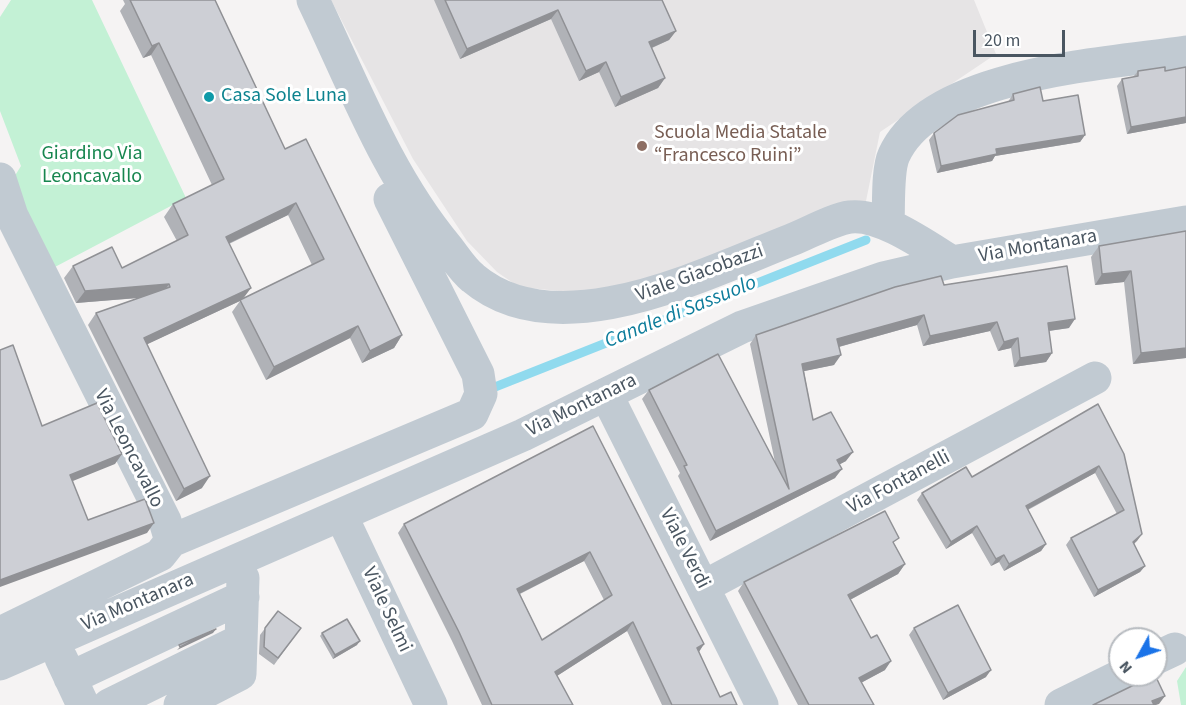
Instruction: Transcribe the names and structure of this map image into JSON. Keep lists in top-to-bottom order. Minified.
{"streets":{"street":["Via Montanara","Viale Giacobazzi","Via Leoncavallo","Via Fontanelli","Viale Verdi","Viale Selmi"]},"crossings":[["Via Montanara","Viale Giacobazzi"],["Via Montanara","Viale Verdi"],["Via Montanara","Viale Selmi"],["Via Fontanelli","Viale Verdi"]],"water":["Canale di Sassuolo"],"parks":["Giardino Via Leoncavallo"],"places":["Casa Sole Luna","Scuola Media Statale “Francesco Ruini”"],"scale_bar":"20 m","north":"bottom left"}
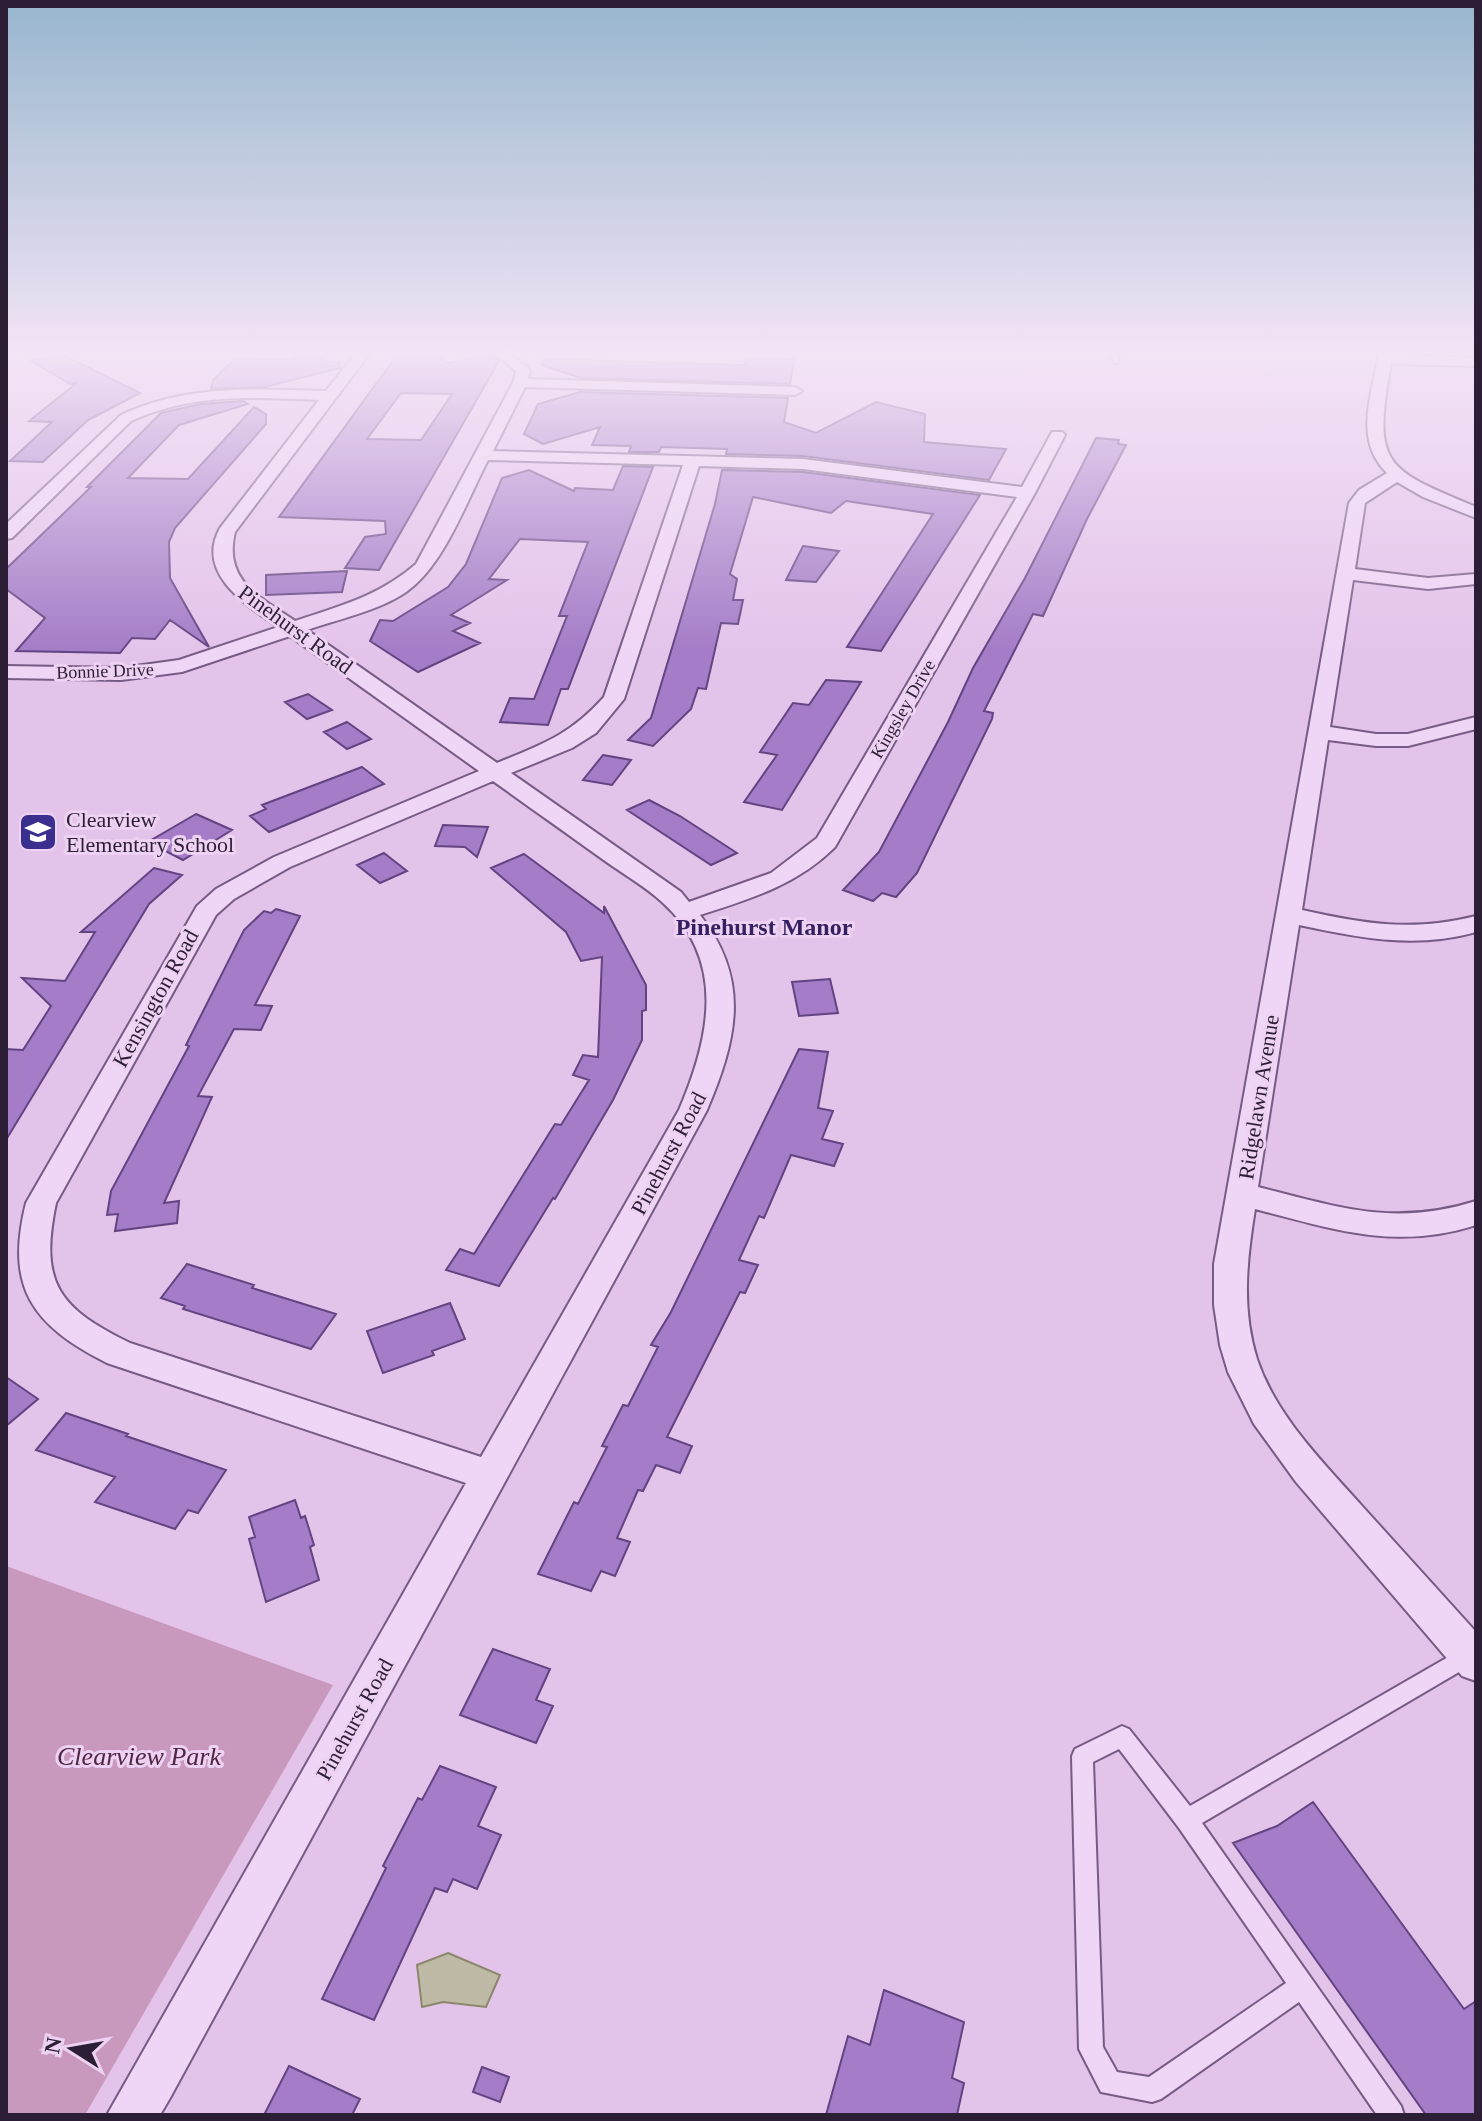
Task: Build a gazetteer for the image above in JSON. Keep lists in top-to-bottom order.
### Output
{
  "streets": {
    "street": [
      "Pinehurst Road",
      "Bonnie Drive",
      "Kingsley Drive",
      "Kensington Road",
      "Ridgelawn Avenue"
    ]
  },
  "crossings": [
    ["Pinehurst Road", "Bonnie Drive"],
    ["Pinehurst Road", "Kingsley Drive"],
    ["Pinehurst Road", "Kensington Road"]
  ],
  "districts": ["Pinehurst Manor"],
  "parks": ["Clearview Park"],
  "places": {
    "school or university": ["Clearview Elementary School"]
  },
  "north": "left"
}
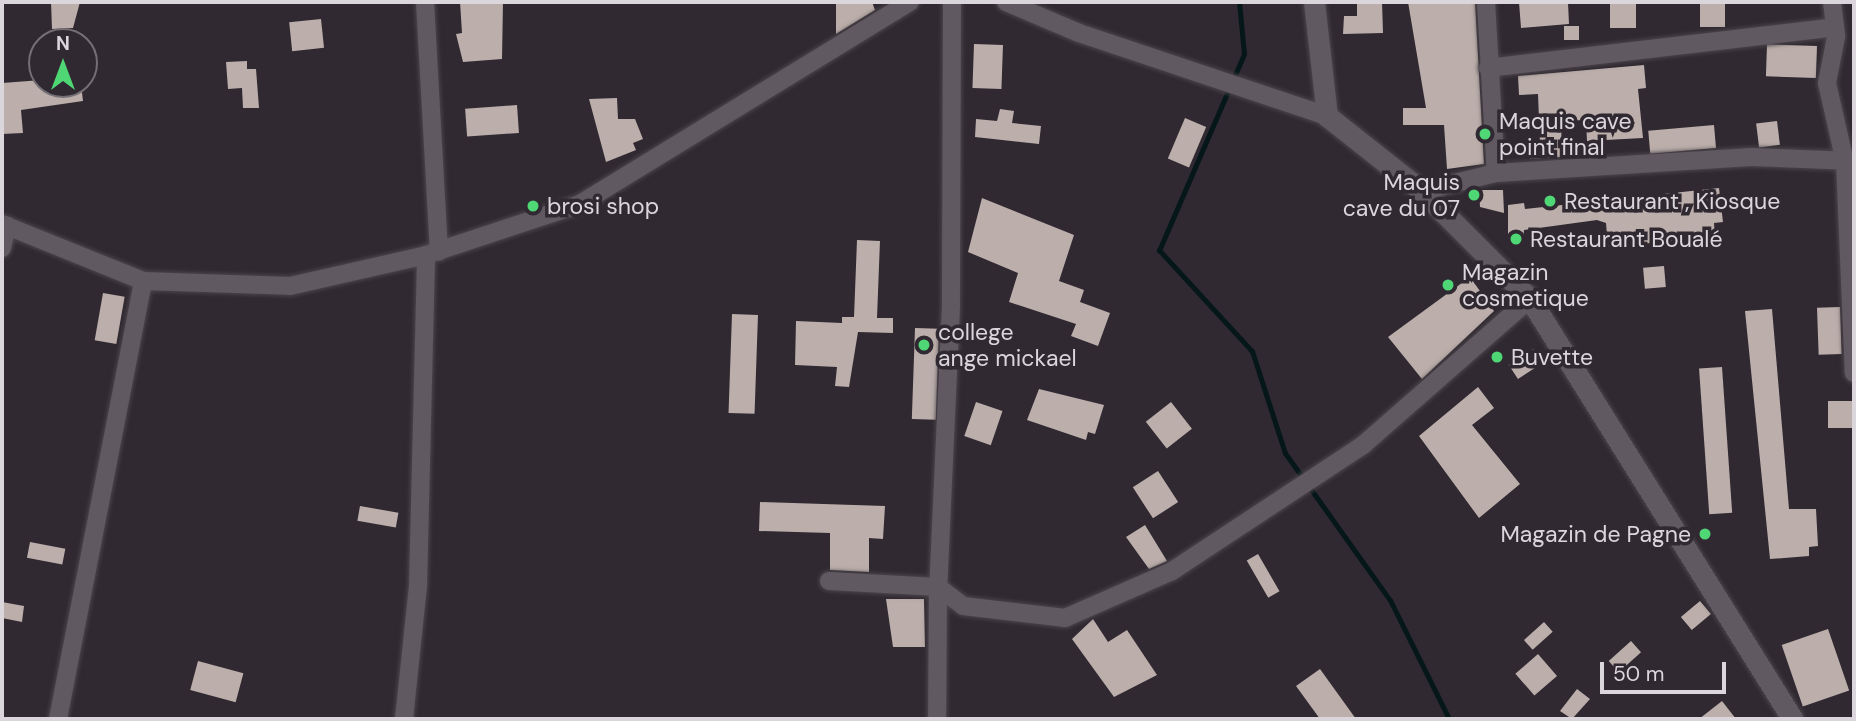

::::

WHAT TO PRODUCE » The line containing "Task: Build a" and every line after it, through the end of the data, are to be output exactly. Omit the pictures.

TASK RESPONSE »
Task: Build a gazetteer for the image above in JSON. Keep lists in top-to-bottom order.
### Output
{
  "streets": {
    "street": [
      "Pinehurst Road",
      "Bonnie Drive",
      "Kingsley Drive",
      "Kensington Road",
      "Ridgelawn Avenue"
    ]
  },
  "crossings": [
    ["Pinehurst Road", "Bonnie Drive"],
    ["Pinehurst Road", "Kingsley Drive"],
    ["Pinehurst Road", "Kensington Road"]
  ],
  "districts": ["Pinehurst Manor"],
  "parks": ["Clearview Park"],
  "places": {
    "school or university": ["Clearview Elementary School"]
  },
  "north": "left"
}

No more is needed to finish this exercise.